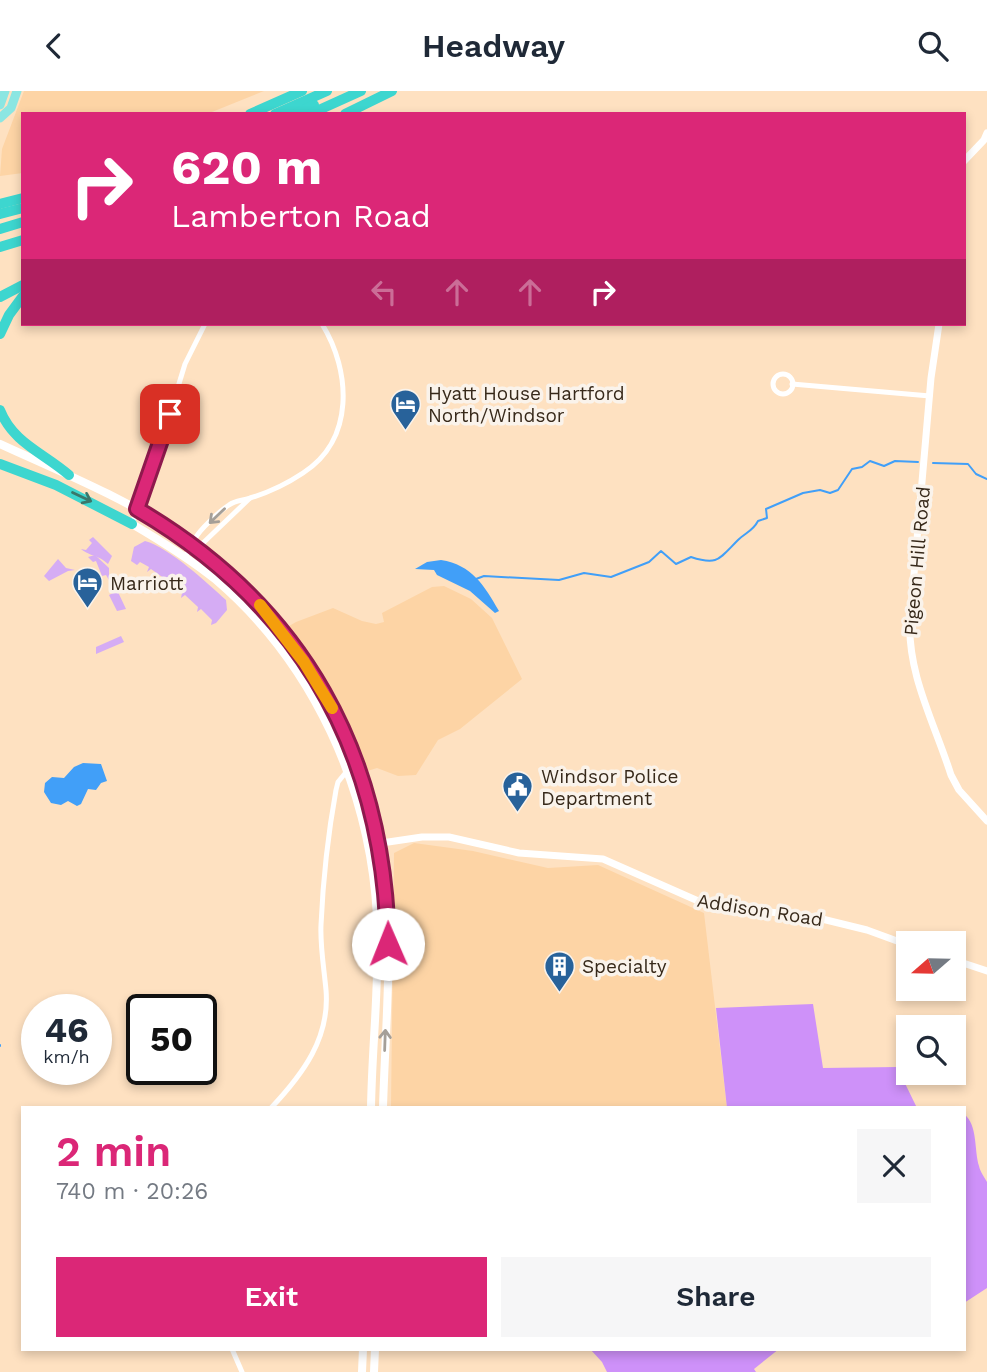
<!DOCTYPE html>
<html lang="en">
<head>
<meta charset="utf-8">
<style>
	:root { --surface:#fff; --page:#f6f6f7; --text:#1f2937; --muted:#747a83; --accent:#db2777 }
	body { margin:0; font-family:"Work Sans",sans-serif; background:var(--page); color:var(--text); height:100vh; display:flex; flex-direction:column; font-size:26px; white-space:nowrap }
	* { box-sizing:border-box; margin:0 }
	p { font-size:23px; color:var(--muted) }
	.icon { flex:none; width:38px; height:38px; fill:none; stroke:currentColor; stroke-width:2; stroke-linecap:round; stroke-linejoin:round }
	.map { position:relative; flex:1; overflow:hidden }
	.panel { position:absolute; left:21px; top:1015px; width:945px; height:245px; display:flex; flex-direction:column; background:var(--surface); border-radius:0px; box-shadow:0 4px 10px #0003 }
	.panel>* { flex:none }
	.top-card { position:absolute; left:21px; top:21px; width:945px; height:214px; border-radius:0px; box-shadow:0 4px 10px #0003; background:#db2777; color:#fff; overflow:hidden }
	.needle { width:46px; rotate:250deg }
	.tools { position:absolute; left:896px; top:840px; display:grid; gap:14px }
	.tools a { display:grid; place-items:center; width:70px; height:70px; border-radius:0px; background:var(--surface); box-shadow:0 4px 10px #0003; font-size:35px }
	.speed { position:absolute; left:21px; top:903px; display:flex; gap:14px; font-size:35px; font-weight:700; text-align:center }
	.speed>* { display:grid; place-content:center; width:91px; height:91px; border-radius:50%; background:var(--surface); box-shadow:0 4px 10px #0003; line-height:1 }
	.speed small { font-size:18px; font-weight:400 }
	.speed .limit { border:4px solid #111; border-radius:10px; background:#fff; color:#111 }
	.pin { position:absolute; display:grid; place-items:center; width:60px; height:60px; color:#fff; margin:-30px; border-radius:14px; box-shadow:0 4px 10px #0006 }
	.me { position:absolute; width:77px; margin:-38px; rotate:359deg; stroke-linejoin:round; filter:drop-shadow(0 0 5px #0008) }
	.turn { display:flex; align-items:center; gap:24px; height:147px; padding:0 35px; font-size:32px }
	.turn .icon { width:91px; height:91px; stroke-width:2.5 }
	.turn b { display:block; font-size:49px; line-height:60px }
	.lanes { display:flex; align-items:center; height:66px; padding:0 35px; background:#0003; justify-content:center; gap:35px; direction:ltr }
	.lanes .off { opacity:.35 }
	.round { display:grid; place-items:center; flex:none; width:74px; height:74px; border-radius:0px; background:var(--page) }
	.headline { display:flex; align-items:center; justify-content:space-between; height:119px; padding:0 35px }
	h1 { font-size:42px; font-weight:600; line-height:52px; color:var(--accent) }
	.primary-button { display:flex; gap:14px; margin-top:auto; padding:14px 35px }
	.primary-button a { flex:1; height:80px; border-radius:0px; background:var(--accent); color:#fff; font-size:28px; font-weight:600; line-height:80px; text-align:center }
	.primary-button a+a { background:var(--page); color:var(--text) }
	header { display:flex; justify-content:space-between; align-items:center; height:91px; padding:0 35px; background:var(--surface); font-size:32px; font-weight:600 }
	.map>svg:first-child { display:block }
</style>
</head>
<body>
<header><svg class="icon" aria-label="back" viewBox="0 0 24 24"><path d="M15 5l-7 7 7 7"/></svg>Headway<svg class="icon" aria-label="search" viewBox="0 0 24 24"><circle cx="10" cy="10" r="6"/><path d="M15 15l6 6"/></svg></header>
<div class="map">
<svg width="987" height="1281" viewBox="0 0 987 1281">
	<rect width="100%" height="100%" fill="#fee1c1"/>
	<!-- built -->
	<g fill="#fdd4a5">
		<polygon points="24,0 264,0 207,23 23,23 23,82 0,85 2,58"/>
		<polygon points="444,495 471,508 492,527 522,588 460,638 438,649 416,684 398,685 377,677 364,681 353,647 334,610 307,565 284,538 296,531 333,517 362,530 376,533 384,531 382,522 432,496"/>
		<polygon points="414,752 473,760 548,777 598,774 704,822 727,1017 391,1017 394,762"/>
	</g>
	<!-- green -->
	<g fill="#d5acf4">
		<path d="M93,446L112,465L108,473C97,463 91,466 81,458L86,459L92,452L89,449Z"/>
		<path d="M145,450C170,457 206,491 226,509L227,519L216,532L211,534L212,529L201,518L197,521L198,516L185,504L181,507L182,502L168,490L164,493L165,488L151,478L147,481L149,476L140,471L137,474L131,470L134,456Z"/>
		<polygon points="95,464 109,477 109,489 106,484 102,485 96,470 93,471 88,466"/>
		<polygon points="58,468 66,477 75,479 68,480 49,490 44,485"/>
		<polygon points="112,496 118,501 126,518 117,520 109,504 113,502"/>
		<polygon points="121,545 124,551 96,563 96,556"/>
	</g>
	<!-- forest -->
	<g fill="#ce91f9">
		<polygon points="813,913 823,977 897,976 917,1017 727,1017 716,917"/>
		<path d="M964,1023C978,1034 974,1059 979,1075C980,1080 984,1086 987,1091V1197L964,1212Z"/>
		<polygon points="590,1258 779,1258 754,1278 756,1281 607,1281 602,1271"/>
	</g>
	<!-- water -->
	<g fill="#419ff8">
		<path d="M441,469C472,474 484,494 499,520L495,522L470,500L437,484L434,479L415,478L427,471Z"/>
		<polygon points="83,672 101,673 107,690 101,692 96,699 88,698 81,713 77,715 68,710 61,714 51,712 44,701 45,692 52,686 64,687 74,676"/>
	</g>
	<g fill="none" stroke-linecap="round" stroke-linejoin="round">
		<!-- stream -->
		<g stroke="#419ff8" stroke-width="2">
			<polyline points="933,372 968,373 976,383 987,388"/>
			<path d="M476,488L484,485L559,489L584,482L611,486L649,471L661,460L676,473L691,466C718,475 719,468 738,449C745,442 753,440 758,430L767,427L766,418L803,402L820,399L830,402L838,399L852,378L862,376L870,370L884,375L895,370L918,371"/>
			<polyline points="0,954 0,955"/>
		</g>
		<!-- minor -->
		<g stroke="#fff" stroke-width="5">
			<circle cx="783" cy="293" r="10"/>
			<polyline points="792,293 930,305"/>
			<polyline points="132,433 159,358 185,273 205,233"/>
			<polyline points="194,454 203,452 249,408"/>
			<path d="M185,466C190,459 192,455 195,448C199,439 221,419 229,414C236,409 242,410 250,407C267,402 288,392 303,382C355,349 351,280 322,233"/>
			<path d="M271,1017C303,983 330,947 326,899C324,877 320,855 321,834C323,789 328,743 336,699L338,691L347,680"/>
			<polyline points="232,1258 242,1281"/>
		</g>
		<!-- tertiary -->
		<g stroke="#fff" stroke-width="7">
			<polyline points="964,70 984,49 987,42"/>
			<path d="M939,233L931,287L910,529C907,583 935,633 951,684L959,699L987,730"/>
			<polyline points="368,754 422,746 449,746 519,762 603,768 705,813 818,827 867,839 908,854"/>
			<polyline points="954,869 987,880"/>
		</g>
		<!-- secondary -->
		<g stroke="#fff" stroke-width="8">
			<path d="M0,353C61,381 123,406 180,444C296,522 375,660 386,799C392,871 385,945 383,1017"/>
			<path d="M132,433C161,450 190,468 216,489C314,573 370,698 377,825C380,889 372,953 371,1017"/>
			<polyline points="362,1281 363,1258"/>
			<polyline points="374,1281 375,1258"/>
		</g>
		<!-- primary -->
		<g stroke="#8be6e2" stroke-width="9">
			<polyline points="0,14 5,0"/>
			<polyline points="0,27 11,17 17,0"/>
		</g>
		<!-- motorway -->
		<g stroke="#3dd6cf" stroke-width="10">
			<polyline points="250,23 302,0"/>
			<polyline points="275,23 327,0"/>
			<polyline points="295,23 314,14"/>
			<polyline points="310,23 361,0"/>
			<polyline points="345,23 392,0"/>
			<polyline points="0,113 23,107"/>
			<polyline points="0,123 23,117"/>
			<polyline points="0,138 23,131"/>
			<polyline points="0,156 23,149"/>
			<polyline points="0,206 23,194"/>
			<polyline points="0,243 9,224 23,205"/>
			<path d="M0,319C13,352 44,362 69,384"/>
			<polyline points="0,373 56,394 132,433"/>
		</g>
	</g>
	<!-- one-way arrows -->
	<defs><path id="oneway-shaft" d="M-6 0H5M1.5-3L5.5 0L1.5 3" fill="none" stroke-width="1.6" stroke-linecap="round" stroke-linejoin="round" transform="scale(1.75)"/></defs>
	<use stroke="#3a776b" href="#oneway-shaft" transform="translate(82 406) rotate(25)"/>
	<g stroke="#a59f98">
		<use href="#oneway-shaft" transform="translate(217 425) rotate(136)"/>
		<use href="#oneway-shaft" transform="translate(385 949) rotate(-88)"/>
	</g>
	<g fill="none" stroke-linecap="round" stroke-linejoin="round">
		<defs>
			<path id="route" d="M170,323L137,418C303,515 384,663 388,853"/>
		</defs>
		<!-- route casing -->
		<use href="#route" stroke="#8e194d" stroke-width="18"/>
		<!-- route -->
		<use href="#route" stroke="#db2777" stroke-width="12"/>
		<!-- slow -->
		<polyline stroke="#f59e0b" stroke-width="12" points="260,514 304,571 332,617"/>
	</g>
	<!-- icons -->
	<defs>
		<symbol id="hotel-pin" viewBox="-11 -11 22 30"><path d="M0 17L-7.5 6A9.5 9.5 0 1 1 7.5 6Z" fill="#28629a" stroke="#faf3eb"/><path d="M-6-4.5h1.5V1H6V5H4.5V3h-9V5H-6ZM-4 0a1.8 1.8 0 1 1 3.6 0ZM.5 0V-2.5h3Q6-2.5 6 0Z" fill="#fff"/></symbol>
		<symbol id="civic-pin" viewBox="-11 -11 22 30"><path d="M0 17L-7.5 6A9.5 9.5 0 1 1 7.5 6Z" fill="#28629a" stroke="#faf3eb"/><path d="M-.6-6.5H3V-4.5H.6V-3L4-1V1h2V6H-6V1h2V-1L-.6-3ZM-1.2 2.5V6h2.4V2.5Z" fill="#fff"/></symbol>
		<symbol id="building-pin" viewBox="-11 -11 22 30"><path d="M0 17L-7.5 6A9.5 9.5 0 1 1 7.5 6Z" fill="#28629a" stroke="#faf3eb"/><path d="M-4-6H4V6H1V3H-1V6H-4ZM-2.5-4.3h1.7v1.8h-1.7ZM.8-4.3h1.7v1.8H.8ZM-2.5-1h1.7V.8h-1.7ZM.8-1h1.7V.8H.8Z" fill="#fff"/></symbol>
	</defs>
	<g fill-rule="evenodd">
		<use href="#hotel-pin" x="388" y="296" width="35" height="47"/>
		<use href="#hotel-pin" x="70" y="474" width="35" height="47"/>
		<use href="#civic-pin" x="500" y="678" width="35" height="47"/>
		<use href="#building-pin" x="542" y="858" width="35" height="47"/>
	</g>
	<g text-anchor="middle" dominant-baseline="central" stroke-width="7" stroke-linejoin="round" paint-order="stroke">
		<!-- poi labels -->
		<g font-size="19" fill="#37291a" stroke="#faf3eb" text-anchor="start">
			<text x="428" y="302">Hyatt House Hartford<tspan x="428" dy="22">North/Windsor</tspan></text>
			<text x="110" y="492">Marriott</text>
			<text x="541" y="685">Windsor Police<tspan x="541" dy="22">Department</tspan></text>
			<text x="582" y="875">Specialty</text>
		</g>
		<!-- street labels -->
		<g font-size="19" fill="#37291a" stroke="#faf3eb">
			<text transform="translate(917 470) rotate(-85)">Pigeon Hill Road</text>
			<text transform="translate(760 819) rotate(9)">Addison Road</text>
		</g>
	</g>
</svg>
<div class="tools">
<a><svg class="needle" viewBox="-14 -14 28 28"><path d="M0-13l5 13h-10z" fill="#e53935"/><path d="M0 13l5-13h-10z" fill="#747a83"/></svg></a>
<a><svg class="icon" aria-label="search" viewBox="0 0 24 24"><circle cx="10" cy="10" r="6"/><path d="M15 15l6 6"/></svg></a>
</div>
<div class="speed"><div>46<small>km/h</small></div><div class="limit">50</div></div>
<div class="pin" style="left:170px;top:323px;background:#d93025"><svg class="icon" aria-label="arrive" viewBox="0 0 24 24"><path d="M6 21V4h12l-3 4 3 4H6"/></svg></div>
<svg class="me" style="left:388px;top:853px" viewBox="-20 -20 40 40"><circle r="19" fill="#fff"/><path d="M0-13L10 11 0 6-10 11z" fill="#db2777"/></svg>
<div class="top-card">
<div class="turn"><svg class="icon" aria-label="right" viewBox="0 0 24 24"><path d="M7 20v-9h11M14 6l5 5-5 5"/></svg><div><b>620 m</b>Lamberton Road</div></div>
<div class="lanes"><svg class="icon off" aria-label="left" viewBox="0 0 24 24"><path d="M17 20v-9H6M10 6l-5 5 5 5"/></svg><svg class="icon off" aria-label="ahead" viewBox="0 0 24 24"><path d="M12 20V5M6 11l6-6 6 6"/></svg><svg class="icon off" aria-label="ahead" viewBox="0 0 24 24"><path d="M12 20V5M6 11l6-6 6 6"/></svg><svg class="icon" aria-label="right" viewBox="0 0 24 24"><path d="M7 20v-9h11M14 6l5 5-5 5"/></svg></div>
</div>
<section class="panel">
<div class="headline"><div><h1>2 min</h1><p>740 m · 20:26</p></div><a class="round"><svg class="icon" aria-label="close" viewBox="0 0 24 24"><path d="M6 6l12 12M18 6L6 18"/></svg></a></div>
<div class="primary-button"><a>Exit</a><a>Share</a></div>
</section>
</div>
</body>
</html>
::::::::
■ **Description of the task**: Only a number belongs in the answer: the number of lines in the preceding data that hold "small".

■ **Your response**: 2